**ACTIVITY:** In the copy, every line of the material that follows must appear exactly, and no pictures should.

*** Block opens ***

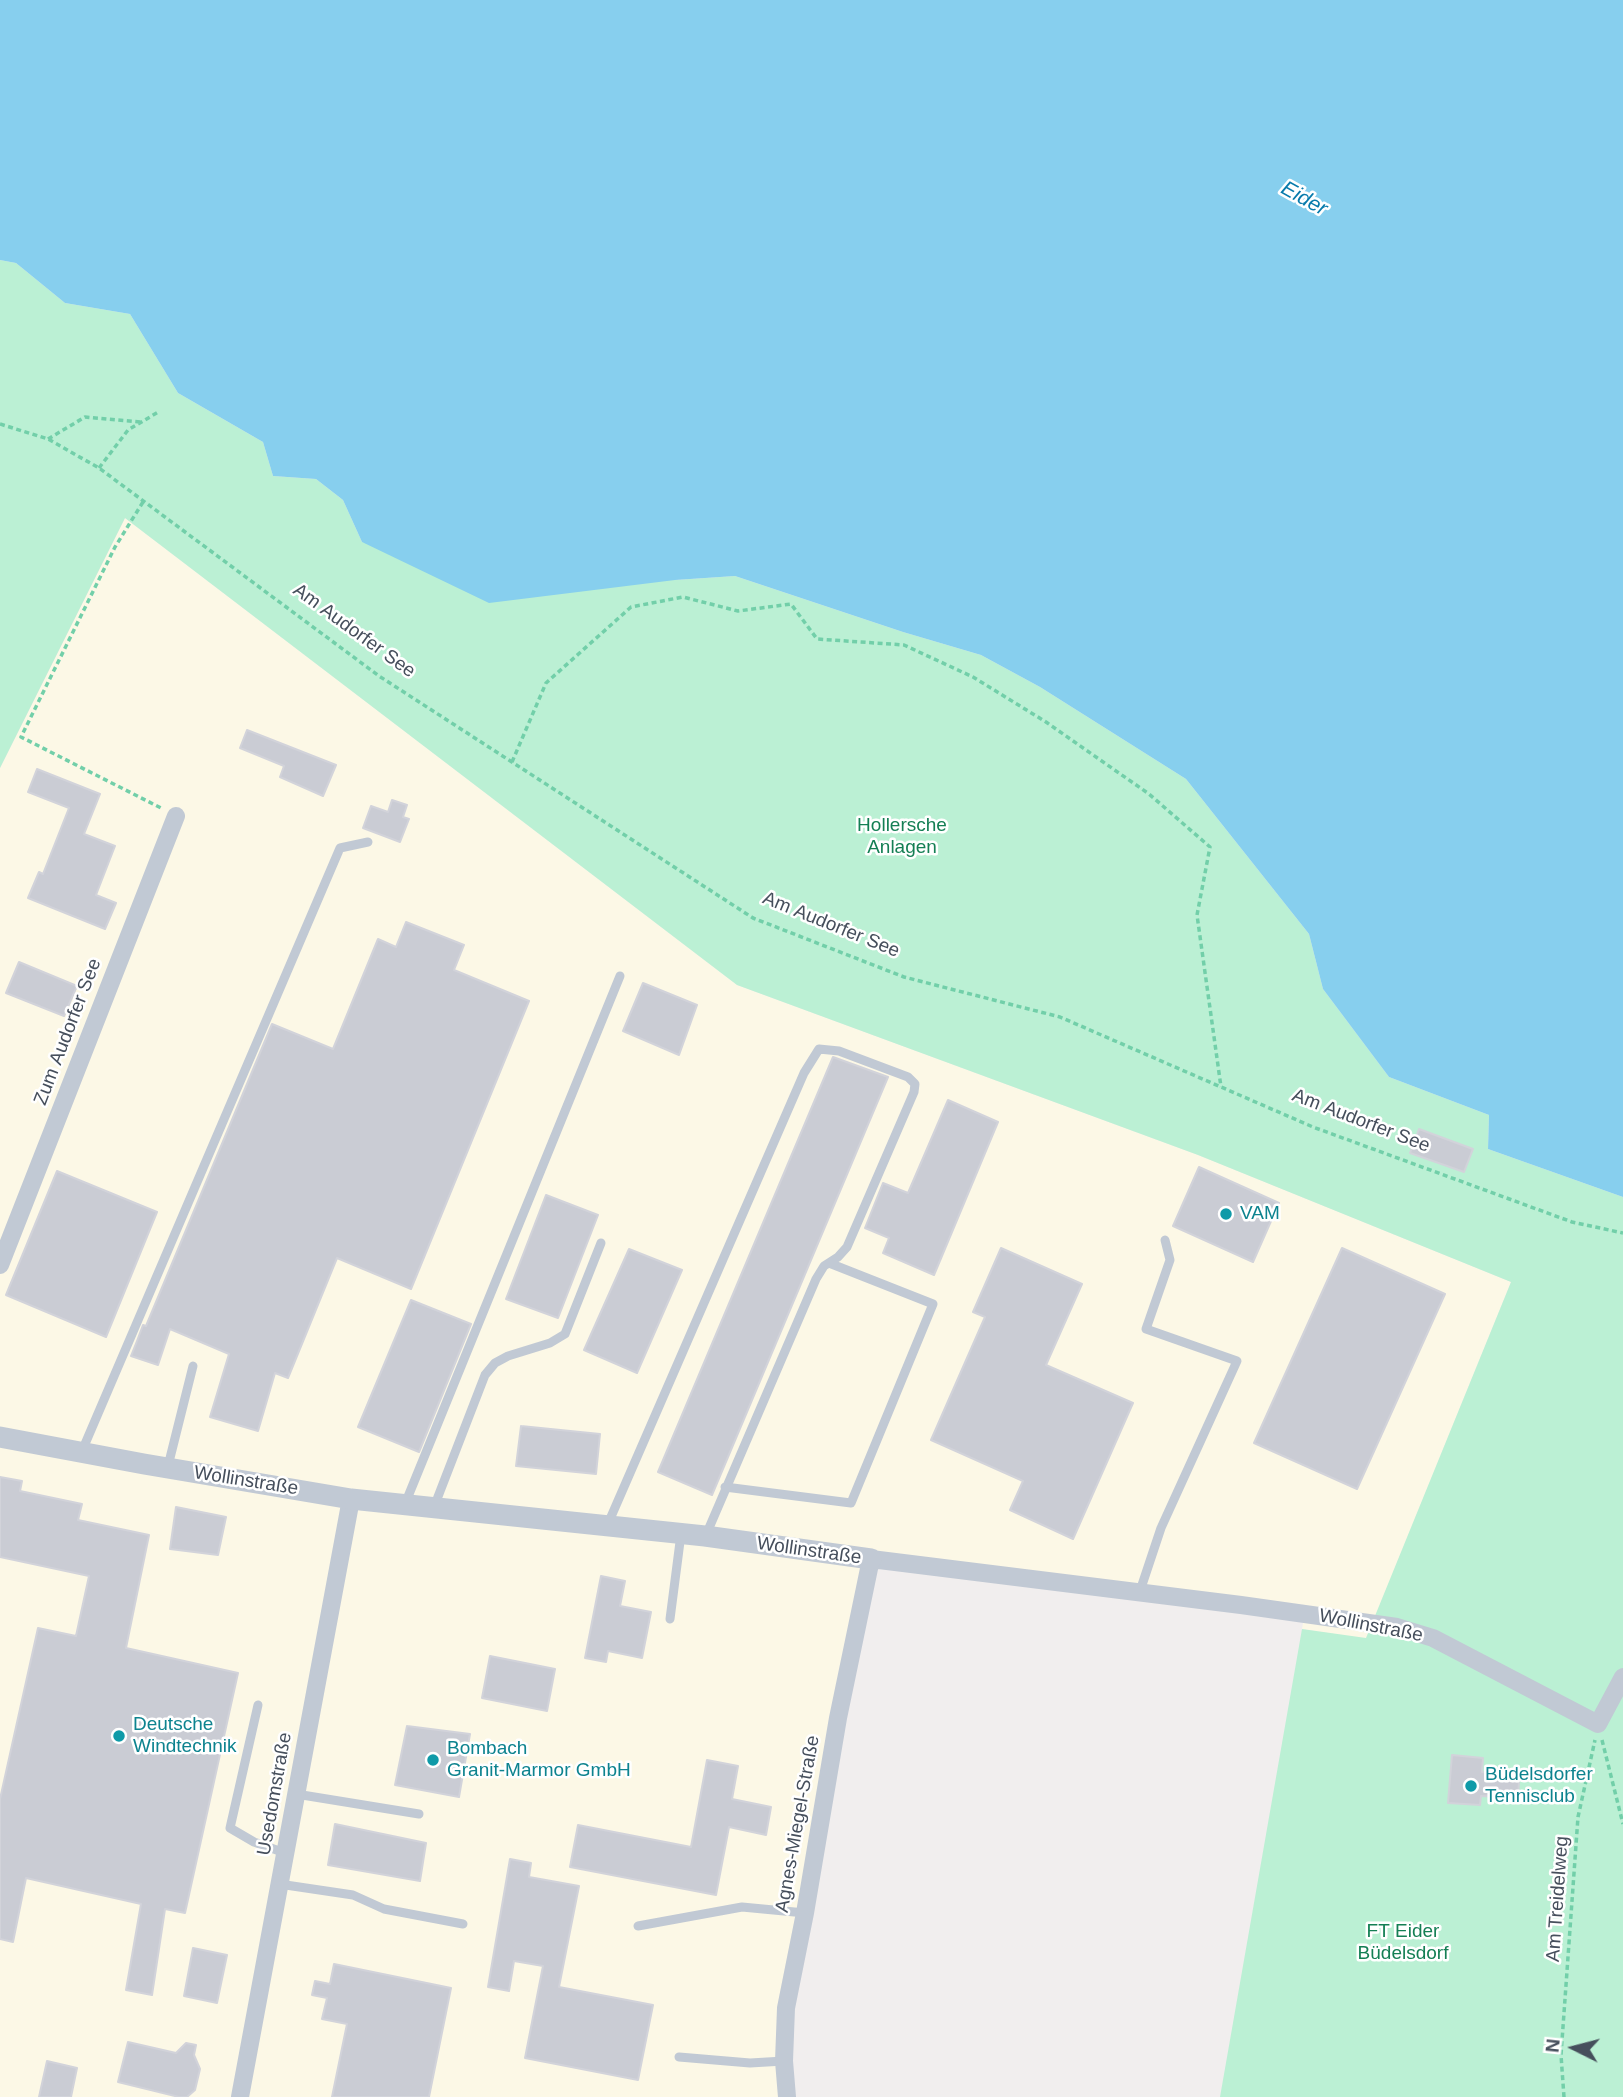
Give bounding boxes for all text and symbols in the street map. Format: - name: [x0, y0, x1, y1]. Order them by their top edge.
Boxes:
- water label: Eider: [1276, 176, 1332, 222]
- street label: Am Audorfer See: [288, 579, 420, 683]
- park label: Hollersche Anlagen: [857, 815, 947, 859]
- street label: Am Audorfer See: [759, 887, 903, 963]
- street label: Zum Audorfer See: [30, 955, 106, 1109]
- street label: Am Audorfer See: [1289, 1084, 1433, 1158]
- place label: VAM: [1240, 1203, 1280, 1225]
- marker: VAM: [1218, 1206, 1234, 1222]
- street label: Wollinstraße: [192, 1462, 300, 1500]
- street label: Wollinstraße: [755, 1532, 863, 1570]
- street label: Wollinstraße: [1317, 1605, 1425, 1647]
- place label: Deutsche Windtechnik: [133, 1714, 236, 1758]
- marker: Deutsche Windtechnik: [111, 1728, 127, 1744]
- street label: Usedomstraße: [253, 1731, 297, 1857]
- street label: Agnes-Miegel-Straße: [771, 1734, 825, 1914]
- place label: Bombach Granit-Marmor GmbH: [447, 1738, 631, 1782]
- marker: Bombach Granit-Marmor GmbH: [425, 1752, 441, 1768]
- place label: Büdelsdorfer Tennisclub: [1485, 1764, 1593, 1808]
- marker: Büdelsdorfer Tennisclub: [1463, 1778, 1479, 1794]
- street label: Am Treidelweg: [1542, 1835, 1574, 1963]
- park label: FT Eider Büdelsdorf: [1358, 1921, 1448, 1965]
- north arrow: [1539, 2013, 1609, 2083]
- text: N: [1541, 2038, 1564, 2054]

*** Block closes ***

**ANSWER SPACE:**
Give bounding boxes for all text and symbols in the street map. Format: - name: [x0, y0, x1, y1]. Order them by their top edge.
Boxes:
- water label: Eider: [1276, 176, 1332, 222]
- street label: Am Audorfer See: [288, 579, 420, 683]
- park label: Hollersche Anlagen: [857, 815, 947, 859]
- street label: Am Audorfer See: [759, 887, 903, 963]
- street label: Zum Audorfer See: [30, 955, 106, 1109]
- street label: Am Audorfer See: [1289, 1084, 1433, 1158]
- place label: VAM: [1240, 1203, 1280, 1225]
- marker: VAM: [1218, 1206, 1234, 1222]
- street label: Wollinstraße: [192, 1462, 300, 1500]
- street label: Wollinstraße: [755, 1532, 863, 1570]
- street label: Wollinstraße: [1317, 1605, 1425, 1647]
- place label: Deutsche Windtechnik: [133, 1714, 236, 1758]
- marker: Deutsche Windtechnik: [111, 1728, 127, 1744]
- street label: Usedomstraße: [253, 1731, 297, 1857]
- street label: Agnes-Miegel-Straße: [771, 1734, 825, 1914]
- place label: Bombach Granit-Marmor GmbH: [447, 1738, 631, 1782]
- marker: Bombach Granit-Marmor GmbH: [425, 1752, 441, 1768]
- place label: Büdelsdorfer Tennisclub: [1485, 1764, 1593, 1808]
- marker: Büdelsdorfer Tennisclub: [1463, 1778, 1479, 1794]
- street label: Am Treidelweg: [1542, 1835, 1574, 1963]
- park label: FT Eider Büdelsdorf: [1358, 1921, 1448, 1965]
- north arrow: [1539, 2013, 1609, 2083]
- text: N: [1541, 2038, 1564, 2054]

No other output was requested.